WHAT THIS TASK INVOLVES:
Every line of the records that contains "breaks" should be tallied, and only the resulting number returned.

+ + + +

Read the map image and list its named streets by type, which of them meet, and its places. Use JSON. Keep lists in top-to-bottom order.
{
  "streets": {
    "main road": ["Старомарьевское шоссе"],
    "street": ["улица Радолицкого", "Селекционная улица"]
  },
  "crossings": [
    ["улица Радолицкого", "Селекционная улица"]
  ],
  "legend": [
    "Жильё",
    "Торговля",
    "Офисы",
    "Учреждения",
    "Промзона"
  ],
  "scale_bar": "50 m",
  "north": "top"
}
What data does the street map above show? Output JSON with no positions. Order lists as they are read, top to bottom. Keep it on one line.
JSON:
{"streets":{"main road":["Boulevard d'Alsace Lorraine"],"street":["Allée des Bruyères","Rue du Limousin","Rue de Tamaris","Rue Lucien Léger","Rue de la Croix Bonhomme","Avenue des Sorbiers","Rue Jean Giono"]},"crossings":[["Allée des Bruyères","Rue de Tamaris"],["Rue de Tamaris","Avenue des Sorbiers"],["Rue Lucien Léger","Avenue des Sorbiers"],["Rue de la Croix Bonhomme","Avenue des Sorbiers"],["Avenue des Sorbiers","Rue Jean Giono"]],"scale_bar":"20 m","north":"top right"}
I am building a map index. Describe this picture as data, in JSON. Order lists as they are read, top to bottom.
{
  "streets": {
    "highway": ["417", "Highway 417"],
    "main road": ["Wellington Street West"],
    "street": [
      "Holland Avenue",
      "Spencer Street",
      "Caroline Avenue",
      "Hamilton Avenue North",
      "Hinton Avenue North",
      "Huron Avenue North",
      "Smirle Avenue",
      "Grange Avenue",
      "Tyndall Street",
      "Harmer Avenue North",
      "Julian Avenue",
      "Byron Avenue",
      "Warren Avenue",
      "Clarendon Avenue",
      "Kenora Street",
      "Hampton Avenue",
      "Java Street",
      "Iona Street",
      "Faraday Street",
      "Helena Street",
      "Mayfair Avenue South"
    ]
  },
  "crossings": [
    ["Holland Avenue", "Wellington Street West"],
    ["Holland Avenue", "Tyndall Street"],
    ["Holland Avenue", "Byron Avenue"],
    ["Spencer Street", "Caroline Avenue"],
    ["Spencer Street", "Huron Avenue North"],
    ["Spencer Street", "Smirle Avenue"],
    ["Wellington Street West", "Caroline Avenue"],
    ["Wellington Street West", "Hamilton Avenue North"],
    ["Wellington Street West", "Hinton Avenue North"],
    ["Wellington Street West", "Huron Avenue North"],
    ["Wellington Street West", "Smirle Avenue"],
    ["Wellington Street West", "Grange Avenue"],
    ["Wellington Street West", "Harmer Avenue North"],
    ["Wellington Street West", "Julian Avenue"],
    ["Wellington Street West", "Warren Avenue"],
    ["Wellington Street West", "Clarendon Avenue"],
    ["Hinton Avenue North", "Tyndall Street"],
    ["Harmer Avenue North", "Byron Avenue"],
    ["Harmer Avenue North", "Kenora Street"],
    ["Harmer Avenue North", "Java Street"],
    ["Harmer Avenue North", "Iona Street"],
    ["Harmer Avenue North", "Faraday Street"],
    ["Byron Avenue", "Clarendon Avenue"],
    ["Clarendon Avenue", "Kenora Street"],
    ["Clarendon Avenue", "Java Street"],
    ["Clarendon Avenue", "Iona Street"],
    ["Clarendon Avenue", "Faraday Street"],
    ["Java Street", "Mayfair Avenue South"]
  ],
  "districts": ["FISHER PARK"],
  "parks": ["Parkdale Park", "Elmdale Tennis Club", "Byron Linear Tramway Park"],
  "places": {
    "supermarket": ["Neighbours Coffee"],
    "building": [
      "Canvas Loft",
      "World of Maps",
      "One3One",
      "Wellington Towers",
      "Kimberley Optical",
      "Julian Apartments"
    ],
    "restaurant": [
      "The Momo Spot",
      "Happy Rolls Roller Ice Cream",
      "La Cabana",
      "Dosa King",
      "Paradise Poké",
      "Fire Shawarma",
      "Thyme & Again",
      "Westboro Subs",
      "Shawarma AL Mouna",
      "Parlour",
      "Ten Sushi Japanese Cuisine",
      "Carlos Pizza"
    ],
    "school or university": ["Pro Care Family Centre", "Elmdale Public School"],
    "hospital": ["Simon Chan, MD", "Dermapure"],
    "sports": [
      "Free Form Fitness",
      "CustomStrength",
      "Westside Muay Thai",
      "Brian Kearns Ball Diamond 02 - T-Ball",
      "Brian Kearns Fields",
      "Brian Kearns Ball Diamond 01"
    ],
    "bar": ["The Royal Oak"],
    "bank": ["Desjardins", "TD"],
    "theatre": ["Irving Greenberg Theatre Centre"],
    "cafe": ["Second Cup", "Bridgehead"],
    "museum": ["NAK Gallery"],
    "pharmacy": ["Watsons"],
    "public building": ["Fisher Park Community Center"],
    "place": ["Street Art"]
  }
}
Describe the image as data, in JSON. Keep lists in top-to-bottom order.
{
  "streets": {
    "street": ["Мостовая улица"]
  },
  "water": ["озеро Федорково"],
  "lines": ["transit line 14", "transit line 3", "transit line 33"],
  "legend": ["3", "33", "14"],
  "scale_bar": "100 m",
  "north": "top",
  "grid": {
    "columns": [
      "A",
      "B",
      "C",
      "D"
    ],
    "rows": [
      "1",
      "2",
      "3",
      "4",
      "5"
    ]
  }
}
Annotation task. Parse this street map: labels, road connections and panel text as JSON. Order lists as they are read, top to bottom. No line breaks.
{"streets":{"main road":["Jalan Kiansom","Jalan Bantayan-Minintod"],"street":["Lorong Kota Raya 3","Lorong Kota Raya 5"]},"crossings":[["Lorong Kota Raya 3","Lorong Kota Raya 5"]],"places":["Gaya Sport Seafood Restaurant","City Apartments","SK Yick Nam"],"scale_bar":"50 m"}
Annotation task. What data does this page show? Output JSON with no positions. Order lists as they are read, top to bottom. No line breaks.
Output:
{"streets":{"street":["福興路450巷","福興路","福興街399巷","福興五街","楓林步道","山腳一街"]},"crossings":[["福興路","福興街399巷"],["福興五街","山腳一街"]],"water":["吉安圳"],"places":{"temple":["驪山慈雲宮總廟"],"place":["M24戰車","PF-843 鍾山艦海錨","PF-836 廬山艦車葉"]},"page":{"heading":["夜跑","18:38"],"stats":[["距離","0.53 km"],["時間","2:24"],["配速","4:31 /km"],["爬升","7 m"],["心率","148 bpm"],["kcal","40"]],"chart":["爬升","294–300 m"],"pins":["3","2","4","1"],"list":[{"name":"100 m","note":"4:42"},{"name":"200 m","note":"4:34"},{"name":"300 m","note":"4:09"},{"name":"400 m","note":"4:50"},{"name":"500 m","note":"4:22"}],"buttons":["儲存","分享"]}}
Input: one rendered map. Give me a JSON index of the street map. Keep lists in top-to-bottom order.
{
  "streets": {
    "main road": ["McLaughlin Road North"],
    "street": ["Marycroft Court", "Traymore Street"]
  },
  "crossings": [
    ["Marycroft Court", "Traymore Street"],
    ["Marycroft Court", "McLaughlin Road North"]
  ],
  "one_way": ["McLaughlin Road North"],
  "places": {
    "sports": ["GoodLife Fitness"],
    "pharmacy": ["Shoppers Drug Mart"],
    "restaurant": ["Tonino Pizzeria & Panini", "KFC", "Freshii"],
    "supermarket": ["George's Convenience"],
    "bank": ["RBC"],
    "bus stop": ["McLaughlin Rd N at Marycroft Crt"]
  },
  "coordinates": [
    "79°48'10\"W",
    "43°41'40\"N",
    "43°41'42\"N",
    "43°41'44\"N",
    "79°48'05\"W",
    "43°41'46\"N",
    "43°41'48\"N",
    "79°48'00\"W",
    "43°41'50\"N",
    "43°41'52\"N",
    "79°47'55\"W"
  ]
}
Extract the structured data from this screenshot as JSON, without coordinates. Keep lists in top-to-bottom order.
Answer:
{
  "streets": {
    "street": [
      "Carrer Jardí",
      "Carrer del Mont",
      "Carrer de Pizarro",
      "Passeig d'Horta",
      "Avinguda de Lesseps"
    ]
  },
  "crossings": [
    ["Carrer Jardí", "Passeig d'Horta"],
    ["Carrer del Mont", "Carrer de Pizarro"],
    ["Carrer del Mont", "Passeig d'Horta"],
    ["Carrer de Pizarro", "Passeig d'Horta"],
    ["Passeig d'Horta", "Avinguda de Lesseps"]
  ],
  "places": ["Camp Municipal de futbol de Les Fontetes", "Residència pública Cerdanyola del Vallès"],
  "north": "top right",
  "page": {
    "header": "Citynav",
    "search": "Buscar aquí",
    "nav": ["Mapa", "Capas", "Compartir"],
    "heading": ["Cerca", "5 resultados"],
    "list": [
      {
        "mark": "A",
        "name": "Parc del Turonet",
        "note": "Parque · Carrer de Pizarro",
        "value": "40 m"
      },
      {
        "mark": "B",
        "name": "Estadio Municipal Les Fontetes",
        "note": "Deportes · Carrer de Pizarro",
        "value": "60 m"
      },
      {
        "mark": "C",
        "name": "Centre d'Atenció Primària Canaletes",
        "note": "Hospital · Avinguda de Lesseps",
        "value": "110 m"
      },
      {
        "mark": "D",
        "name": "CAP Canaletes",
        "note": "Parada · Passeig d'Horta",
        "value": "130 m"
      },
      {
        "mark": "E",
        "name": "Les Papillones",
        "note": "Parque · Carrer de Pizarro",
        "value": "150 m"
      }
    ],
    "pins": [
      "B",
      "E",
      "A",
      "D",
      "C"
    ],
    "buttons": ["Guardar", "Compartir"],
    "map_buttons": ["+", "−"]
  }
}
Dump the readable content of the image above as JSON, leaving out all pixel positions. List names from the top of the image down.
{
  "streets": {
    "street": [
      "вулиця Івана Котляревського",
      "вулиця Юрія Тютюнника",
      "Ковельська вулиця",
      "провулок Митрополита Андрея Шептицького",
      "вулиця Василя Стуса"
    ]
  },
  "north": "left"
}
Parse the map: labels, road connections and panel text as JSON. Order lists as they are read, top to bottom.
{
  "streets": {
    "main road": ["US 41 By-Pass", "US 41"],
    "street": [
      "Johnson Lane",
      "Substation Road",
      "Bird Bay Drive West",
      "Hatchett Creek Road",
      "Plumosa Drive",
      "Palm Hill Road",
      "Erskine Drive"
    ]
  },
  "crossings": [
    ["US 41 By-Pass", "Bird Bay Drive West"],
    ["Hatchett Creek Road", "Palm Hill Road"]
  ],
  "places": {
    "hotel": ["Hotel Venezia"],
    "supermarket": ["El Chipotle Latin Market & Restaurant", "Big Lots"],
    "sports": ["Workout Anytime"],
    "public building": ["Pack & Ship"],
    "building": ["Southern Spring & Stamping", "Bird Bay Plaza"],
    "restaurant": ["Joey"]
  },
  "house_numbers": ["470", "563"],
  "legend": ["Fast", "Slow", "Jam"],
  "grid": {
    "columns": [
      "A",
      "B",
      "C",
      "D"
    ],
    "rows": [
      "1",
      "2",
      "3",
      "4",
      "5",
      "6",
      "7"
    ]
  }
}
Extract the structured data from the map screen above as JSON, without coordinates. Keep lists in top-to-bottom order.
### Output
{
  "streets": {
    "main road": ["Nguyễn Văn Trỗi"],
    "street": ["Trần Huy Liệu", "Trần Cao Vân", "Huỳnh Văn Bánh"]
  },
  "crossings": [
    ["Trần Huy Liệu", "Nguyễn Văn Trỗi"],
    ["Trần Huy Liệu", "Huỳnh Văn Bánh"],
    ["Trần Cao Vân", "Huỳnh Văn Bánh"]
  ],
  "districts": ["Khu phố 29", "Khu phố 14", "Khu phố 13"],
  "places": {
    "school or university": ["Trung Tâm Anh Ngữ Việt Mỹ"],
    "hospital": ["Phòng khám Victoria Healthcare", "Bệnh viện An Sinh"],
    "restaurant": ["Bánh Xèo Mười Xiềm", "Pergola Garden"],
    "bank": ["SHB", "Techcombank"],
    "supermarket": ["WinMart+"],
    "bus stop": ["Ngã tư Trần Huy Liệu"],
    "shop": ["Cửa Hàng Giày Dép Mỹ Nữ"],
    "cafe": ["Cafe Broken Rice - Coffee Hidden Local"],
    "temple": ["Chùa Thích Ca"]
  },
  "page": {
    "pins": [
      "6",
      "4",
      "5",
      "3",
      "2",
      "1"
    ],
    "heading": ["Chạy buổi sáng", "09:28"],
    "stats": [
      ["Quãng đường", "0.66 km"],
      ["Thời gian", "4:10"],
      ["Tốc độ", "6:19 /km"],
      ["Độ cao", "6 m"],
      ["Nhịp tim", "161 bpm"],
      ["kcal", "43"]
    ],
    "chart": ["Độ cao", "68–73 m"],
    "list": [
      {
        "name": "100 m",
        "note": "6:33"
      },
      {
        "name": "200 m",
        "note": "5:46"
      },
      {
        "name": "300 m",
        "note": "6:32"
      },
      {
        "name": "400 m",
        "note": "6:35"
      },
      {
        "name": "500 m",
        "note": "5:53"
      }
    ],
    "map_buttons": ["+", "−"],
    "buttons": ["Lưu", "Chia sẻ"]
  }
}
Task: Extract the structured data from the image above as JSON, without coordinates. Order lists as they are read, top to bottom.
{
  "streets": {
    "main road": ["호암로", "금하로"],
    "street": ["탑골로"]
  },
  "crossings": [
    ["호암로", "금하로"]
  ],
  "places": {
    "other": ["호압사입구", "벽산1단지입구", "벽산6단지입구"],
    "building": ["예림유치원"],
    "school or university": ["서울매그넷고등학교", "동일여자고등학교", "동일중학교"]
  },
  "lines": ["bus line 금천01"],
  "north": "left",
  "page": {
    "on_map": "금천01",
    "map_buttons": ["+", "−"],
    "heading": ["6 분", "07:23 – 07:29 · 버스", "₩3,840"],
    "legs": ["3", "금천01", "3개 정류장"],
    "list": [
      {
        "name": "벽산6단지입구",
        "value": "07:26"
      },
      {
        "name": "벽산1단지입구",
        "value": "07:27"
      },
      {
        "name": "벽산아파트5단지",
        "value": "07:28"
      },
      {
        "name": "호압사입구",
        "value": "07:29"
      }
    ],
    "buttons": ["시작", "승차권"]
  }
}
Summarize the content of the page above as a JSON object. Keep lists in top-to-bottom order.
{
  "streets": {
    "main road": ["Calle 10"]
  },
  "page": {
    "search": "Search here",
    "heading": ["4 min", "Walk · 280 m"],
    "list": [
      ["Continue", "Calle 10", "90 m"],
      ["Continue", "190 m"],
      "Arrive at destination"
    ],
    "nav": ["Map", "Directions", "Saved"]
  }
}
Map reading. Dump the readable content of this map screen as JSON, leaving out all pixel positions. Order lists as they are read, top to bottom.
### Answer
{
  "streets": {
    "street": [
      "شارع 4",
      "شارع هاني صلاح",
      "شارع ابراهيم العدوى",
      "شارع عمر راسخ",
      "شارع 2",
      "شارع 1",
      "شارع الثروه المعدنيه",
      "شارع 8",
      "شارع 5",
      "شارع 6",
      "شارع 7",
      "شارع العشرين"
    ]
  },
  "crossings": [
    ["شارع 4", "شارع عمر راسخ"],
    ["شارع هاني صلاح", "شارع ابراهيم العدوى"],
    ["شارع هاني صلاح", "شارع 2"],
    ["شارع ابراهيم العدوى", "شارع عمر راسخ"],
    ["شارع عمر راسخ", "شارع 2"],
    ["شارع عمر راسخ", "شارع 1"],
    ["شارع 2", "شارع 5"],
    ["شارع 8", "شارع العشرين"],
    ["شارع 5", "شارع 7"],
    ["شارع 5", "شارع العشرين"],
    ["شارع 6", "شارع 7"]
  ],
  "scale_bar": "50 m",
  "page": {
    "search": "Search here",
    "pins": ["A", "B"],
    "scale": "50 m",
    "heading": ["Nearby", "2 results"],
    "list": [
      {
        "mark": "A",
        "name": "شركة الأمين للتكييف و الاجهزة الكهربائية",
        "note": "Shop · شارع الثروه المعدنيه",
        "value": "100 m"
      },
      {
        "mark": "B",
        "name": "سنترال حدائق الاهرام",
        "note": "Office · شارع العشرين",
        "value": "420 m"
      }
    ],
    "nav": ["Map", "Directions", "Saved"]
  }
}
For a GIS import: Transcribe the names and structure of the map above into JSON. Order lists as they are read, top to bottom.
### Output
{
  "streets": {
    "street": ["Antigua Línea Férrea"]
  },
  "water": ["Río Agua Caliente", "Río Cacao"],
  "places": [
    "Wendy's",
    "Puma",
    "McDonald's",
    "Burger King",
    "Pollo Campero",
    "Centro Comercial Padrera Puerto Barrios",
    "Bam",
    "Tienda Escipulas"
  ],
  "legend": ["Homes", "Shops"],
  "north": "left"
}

+ + + +

TASK RESPONSE:
2